Task description: Reproduce each entry exactly as it reads. Leave the images out.

(Collected data)
++++++++++++++++++++

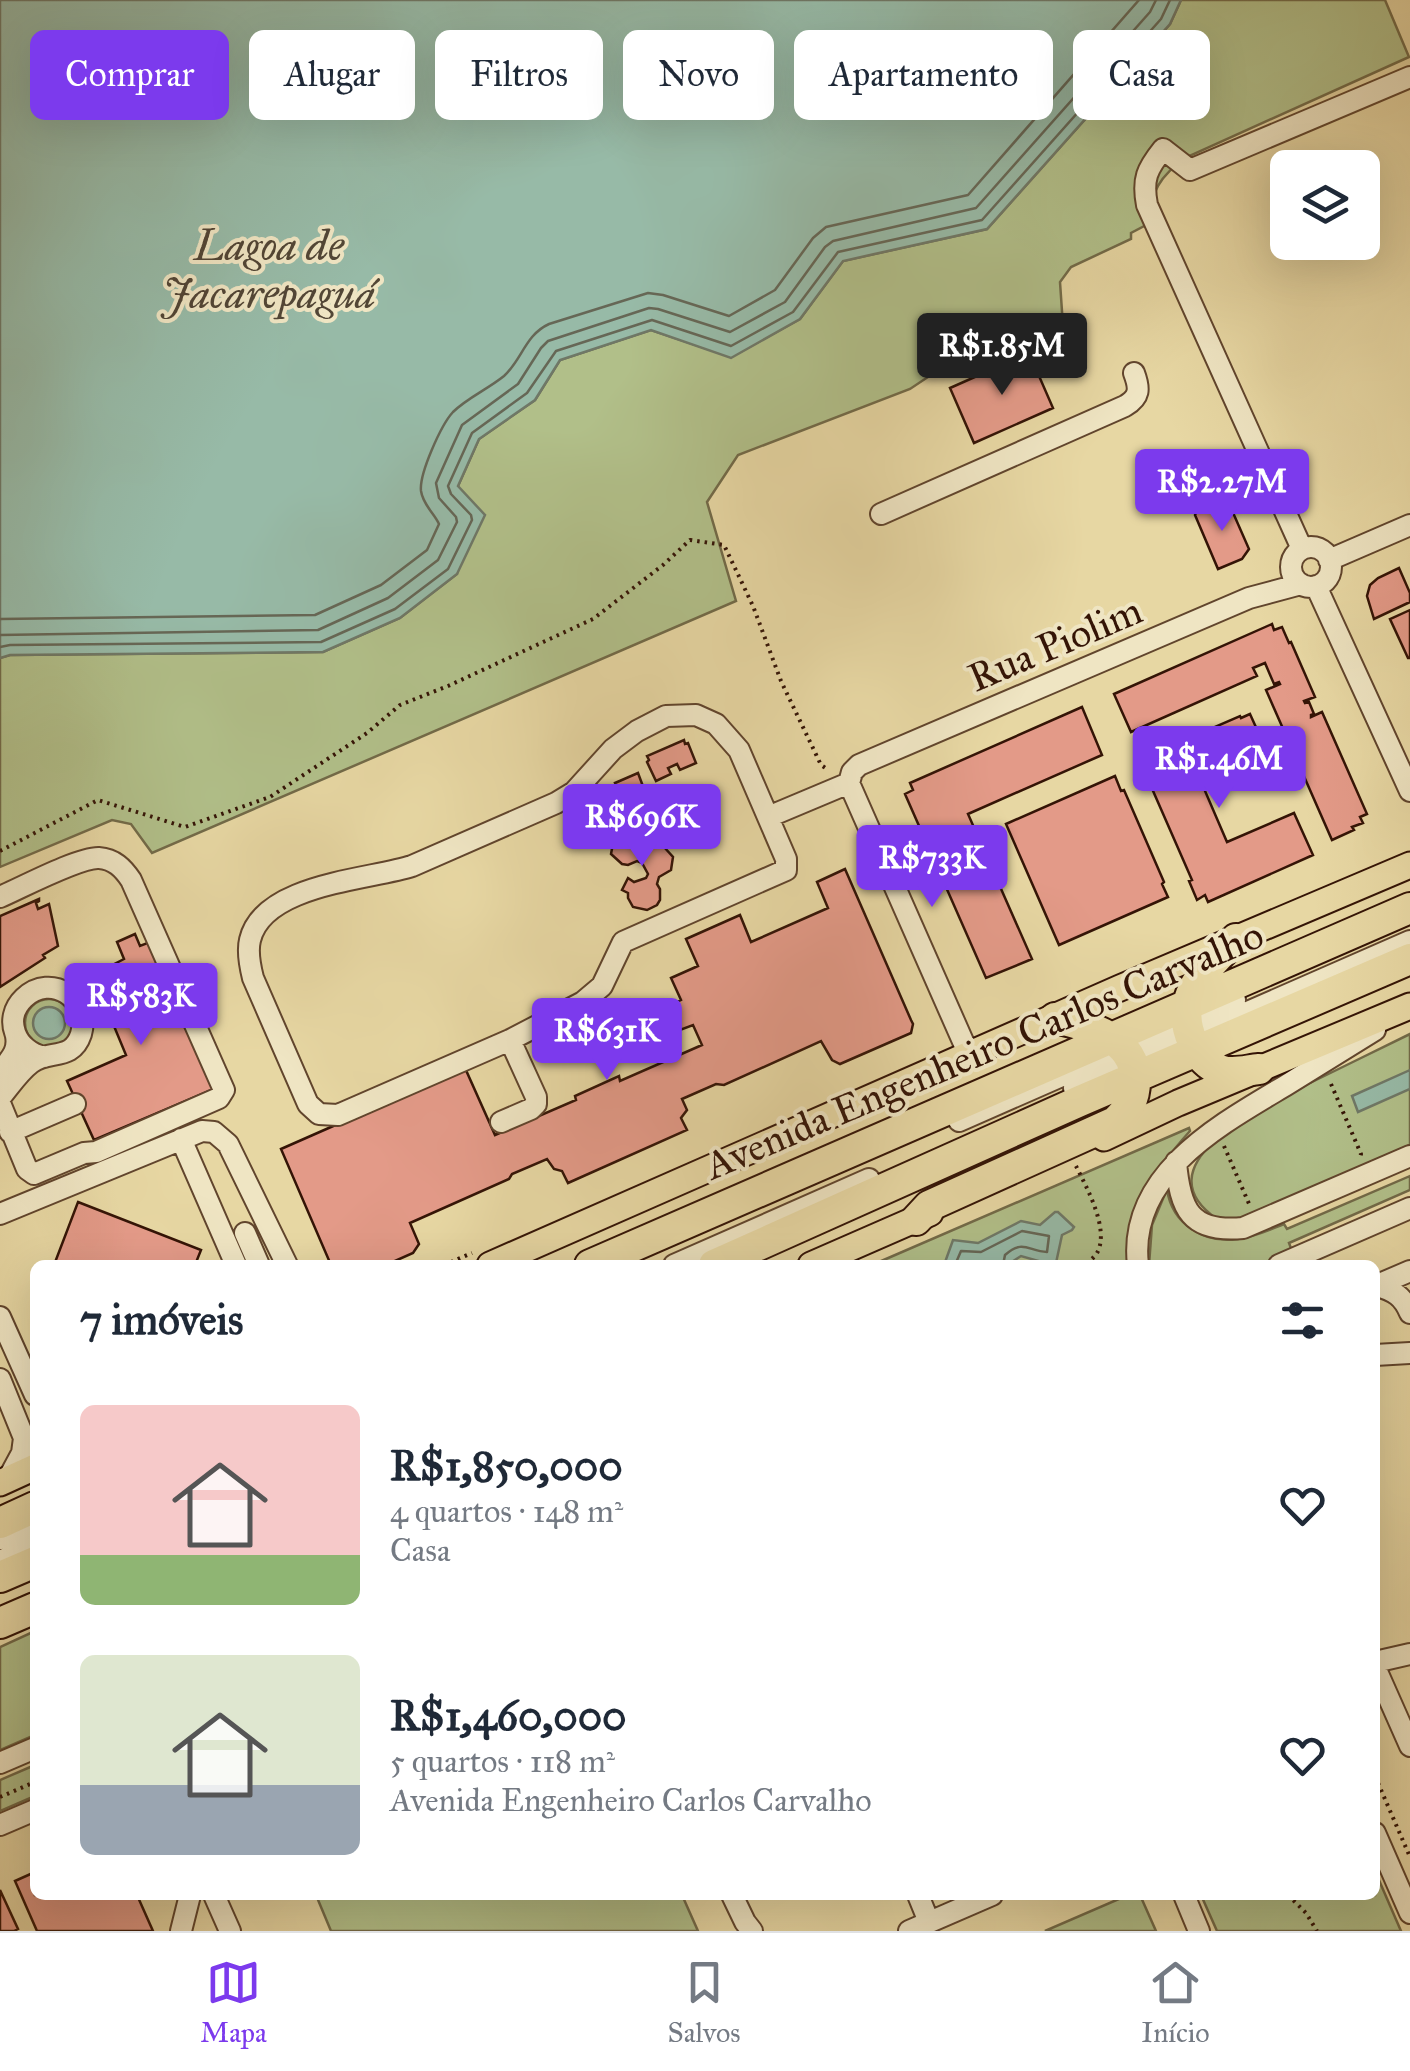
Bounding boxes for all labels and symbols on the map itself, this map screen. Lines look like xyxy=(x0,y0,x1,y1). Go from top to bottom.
water label: Lagoa de Jacarepaguá xyxy=(161,220,380,320)
pin: R$1.85M xyxy=(910,313,1094,398)
pin: R$2.27M xyxy=(1130,449,1314,534)
street label: Rua Piolim xyxy=(961,585,1149,703)
pin: R$1.46M xyxy=(1127,726,1311,811)
pin: R$696K xyxy=(561,784,723,869)
pin: R$733K xyxy=(851,825,1013,910)
street label: Avenida Engenheiro Carlos Carvalho xyxy=(696,910,1271,1191)
pin: R$583K xyxy=(60,963,222,1048)
pin: R$631K xyxy=(526,998,688,1083)

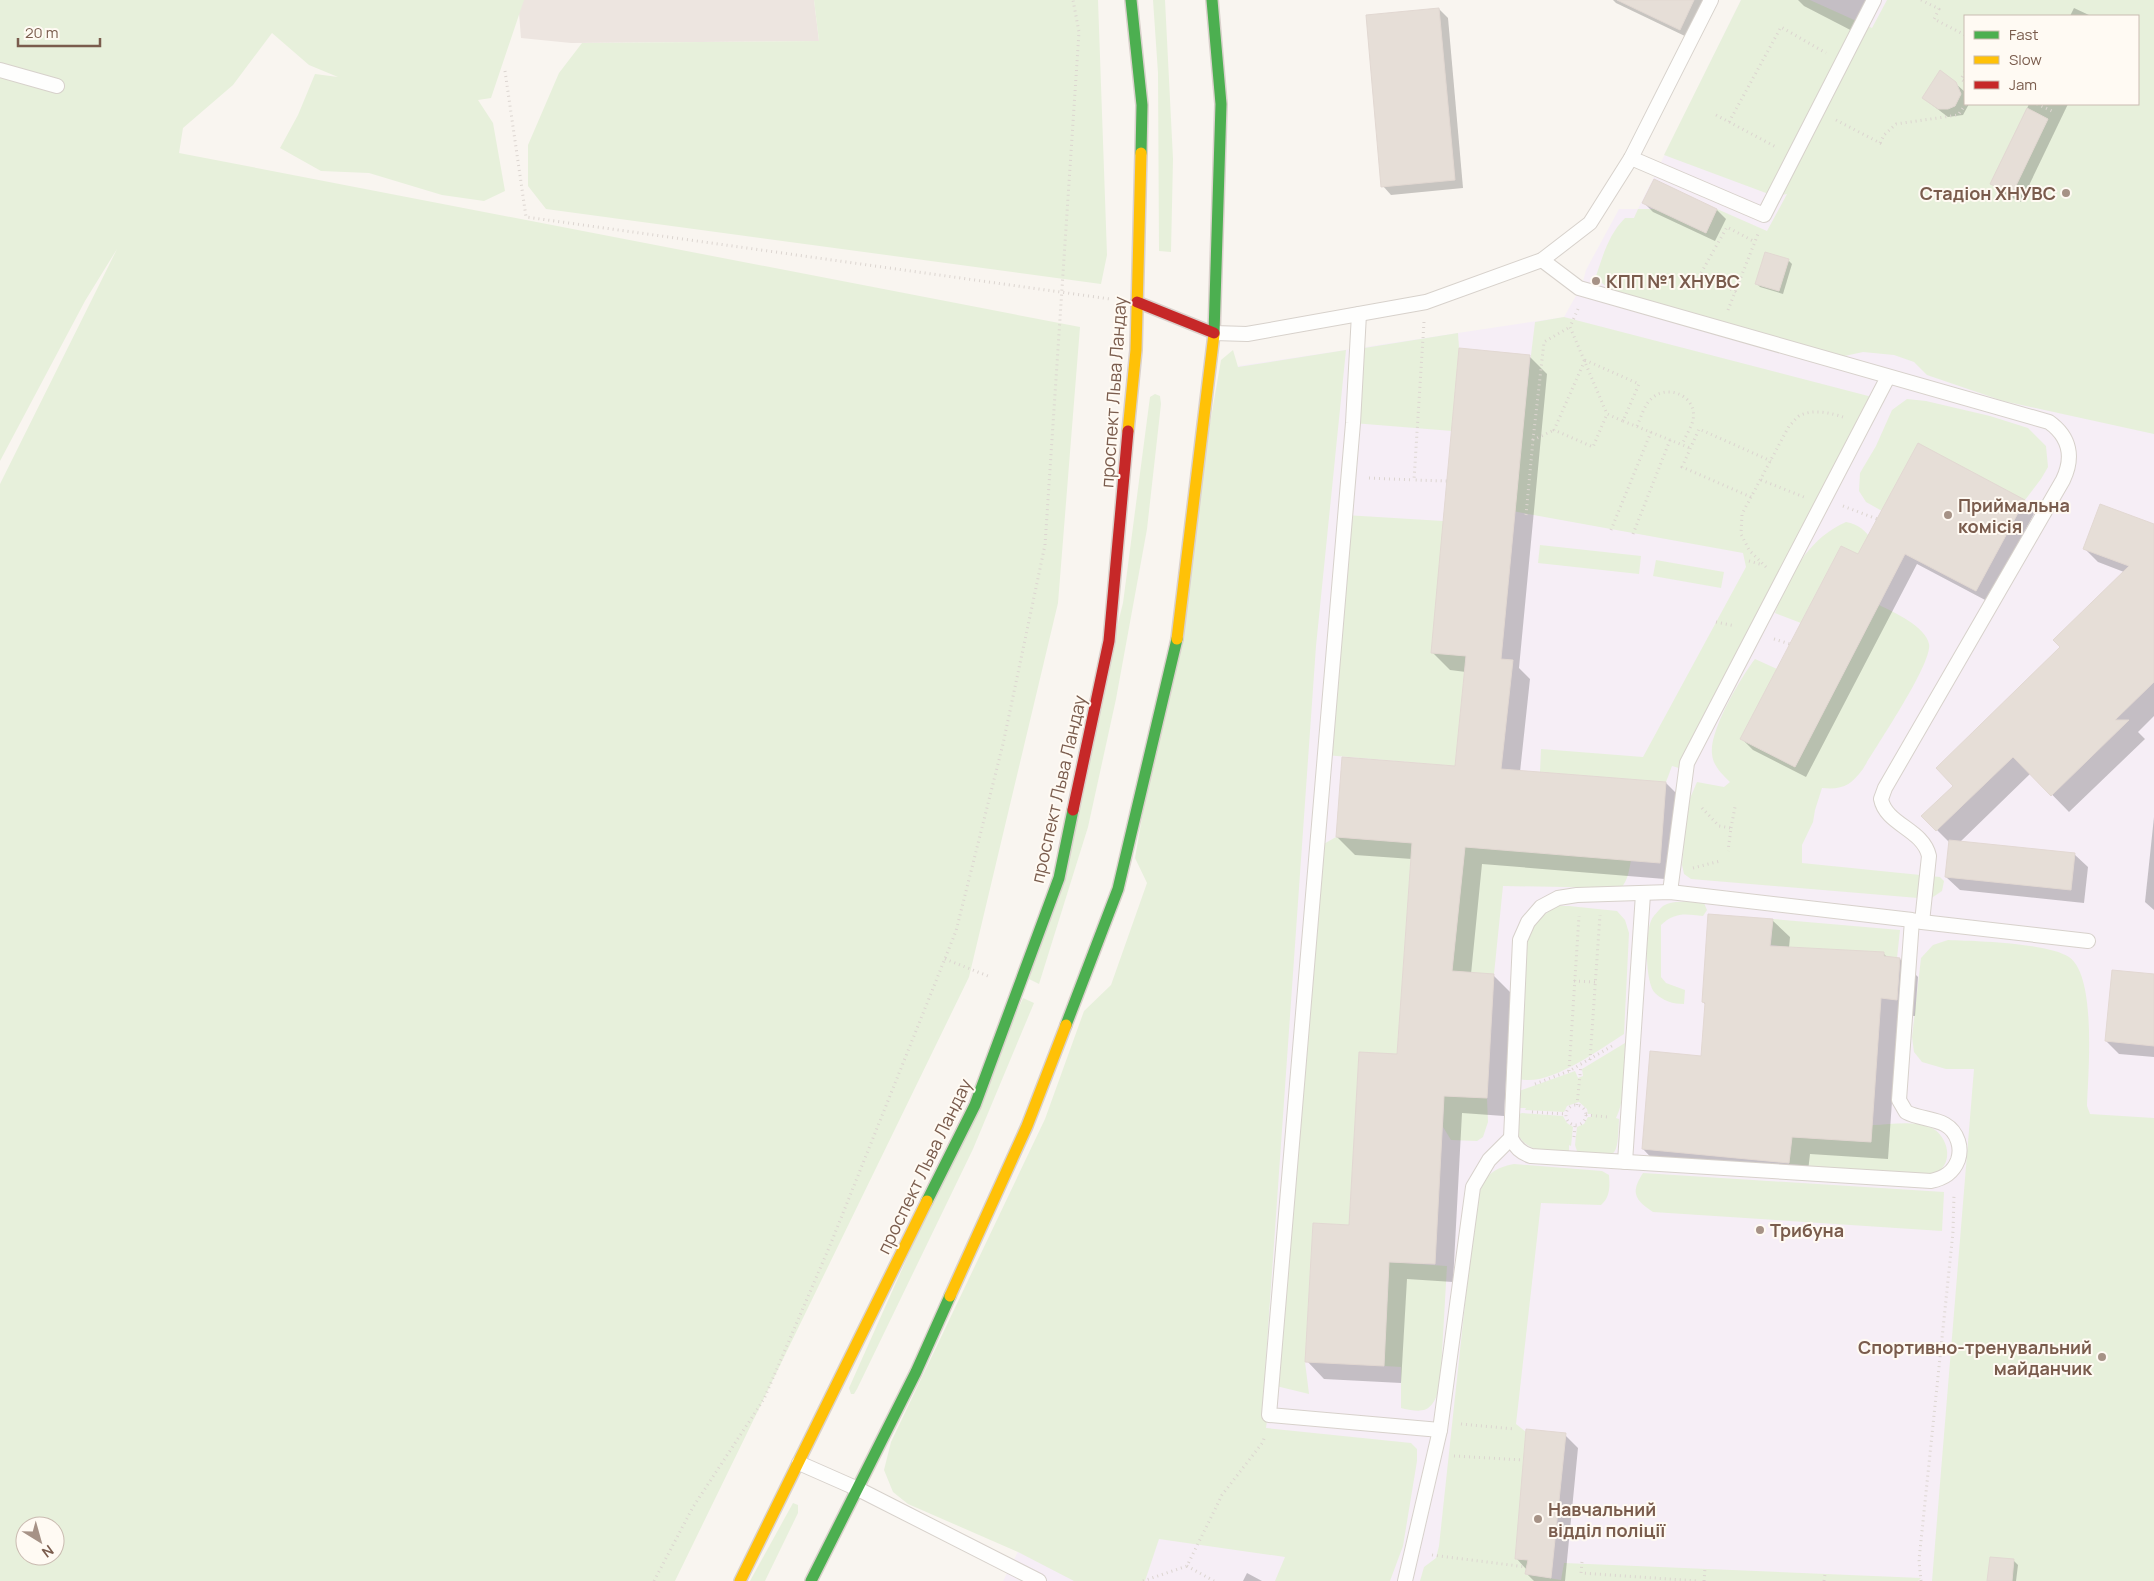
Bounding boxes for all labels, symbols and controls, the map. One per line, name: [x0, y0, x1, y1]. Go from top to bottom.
scale bar: [18, 15, 100, 47]
legend: [1964, 15, 2139, 105]
text: 20 m: [25, 22, 58, 43]
text: Fast: [2009, 24, 2038, 45]
text: Slow: [2009, 49, 2042, 70]
text: Jam: [2009, 74, 2037, 95]
place label: Стадіон ХНУВС: [1920, 181, 2056, 205]
marker: Стадіон ХНУВС: [2060, 187, 2072, 199]
place label: КПП №1 ХНУВС: [1606, 269, 1740, 293]
marker: КПП №1 ХНУВС: [1590, 275, 1602, 287]
street label: проспект Льва Ландау: [1094, 295, 1132, 489]
place label: Приймальна комісія: [1958, 493, 2070, 538]
marker: Приймальна комісія: [1942, 509, 1954, 521]
street label: проспект Льва Ландау: [1025, 692, 1091, 885]
street label: проспект Льва Ландау: [871, 1074, 977, 1258]
place label: Трибуна: [1770, 1218, 1844, 1242]
marker: Трибуна: [1754, 1224, 1766, 1236]
place label: Спортивно-тренувальний майданчик: [1858, 1335, 2093, 1380]
marker: Спортивно-тренувальний майданчик: [2096, 1351, 2108, 1363]
place label: Навчальний відділ поліції: [1548, 1497, 1666, 1542]
marker: Навчальний відділ поліції: [1532, 1513, 1544, 1525]
north arrow: [15, 1516, 65, 1566]
text: N: [38, 1541, 58, 1562]

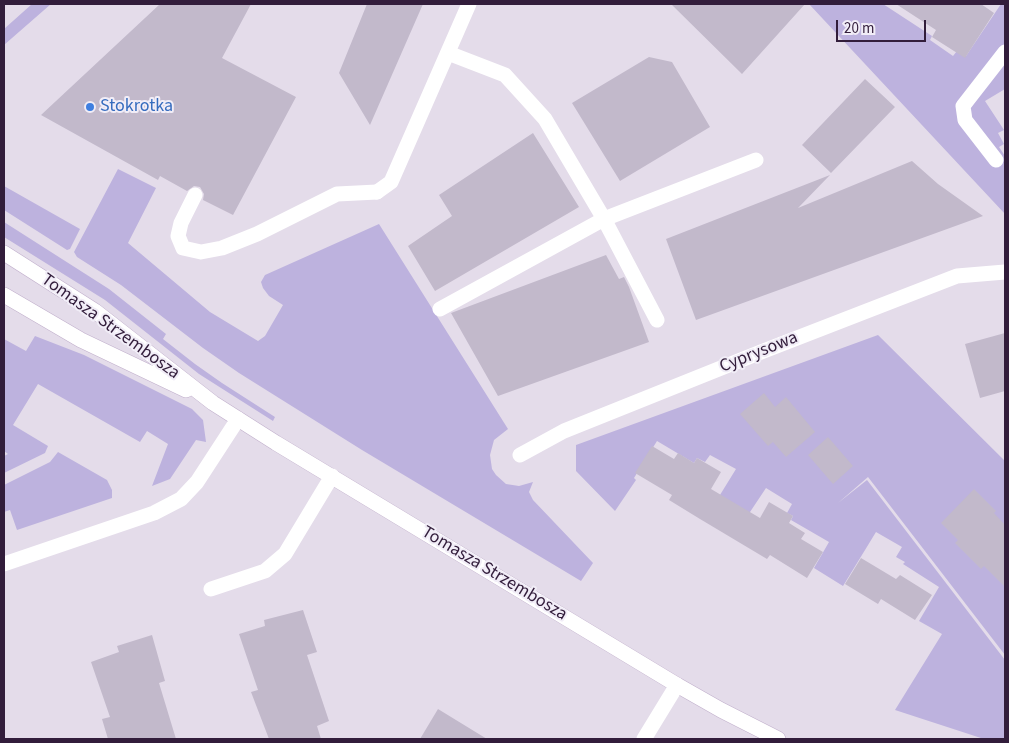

++++++++++++++++++++

Task result:
Bounding boxes for all labels and symbols on the map itself, this map screen. Lines look like xyxy=(x0,y0,x1,y1). Go from top to bottom.
water label: Lagoa de Jacarepaguá xyxy=(161,220,380,320)
pin: R$1.85M xyxy=(910,313,1094,398)
pin: R$2.27M xyxy=(1130,449,1314,534)
street label: Rua Piolim xyxy=(961,585,1149,703)
pin: R$1.46M xyxy=(1127,726,1311,811)
pin: R$696K xyxy=(561,784,723,869)
pin: R$733K xyxy=(851,825,1013,910)
street label: Avenida Engenheiro Carlos Carvalho xyxy=(696,910,1271,1191)
pin: R$583K xyxy=(60,963,222,1048)
pin: R$631K xyxy=(526,998,688,1083)

Bounding boxes for all labels, symbols and controls, the map. One per line, name: [x0, y0, x1, y1]. Go from top to bottom.
scale bar: [18, 15, 100, 47]
legend: [1964, 15, 2139, 105]
text: 20 m: [25, 22, 58, 43]
text: Fast: [2009, 24, 2038, 45]
text: Slow: [2009, 49, 2042, 70]
text: Jam: [2009, 74, 2037, 95]
place label: Стадіон ХНУВС: [1920, 181, 2056, 205]
marker: Стадіон ХНУВС: [2060, 187, 2072, 199]
place label: КПП №1 ХНУВС: [1606, 269, 1740, 293]
marker: КПП №1 ХНУВС: [1590, 275, 1602, 287]
street label: проспект Льва Ландау: [1094, 295, 1132, 489]
place label: Приймальна комісія: [1958, 493, 2070, 538]
marker: Приймальна комісія: [1942, 509, 1954, 521]
street label: проспект Льва Ландау: [1025, 692, 1091, 885]
street label: проспект Льва Ландау: [871, 1074, 977, 1258]
place label: Трибуна: [1770, 1218, 1844, 1242]
marker: Трибуна: [1754, 1224, 1766, 1236]
place label: Спортивно-тренувальний майданчик: [1858, 1335, 2093, 1380]
marker: Спортивно-тренувальний майданчик: [2096, 1351, 2108, 1363]
place label: Навчальний відділ поліції: [1548, 1497, 1666, 1542]
marker: Навчальний відділ поліції: [1532, 1513, 1544, 1525]
north arrow: [15, 1516, 65, 1566]
text: N: [38, 1541, 58, 1562]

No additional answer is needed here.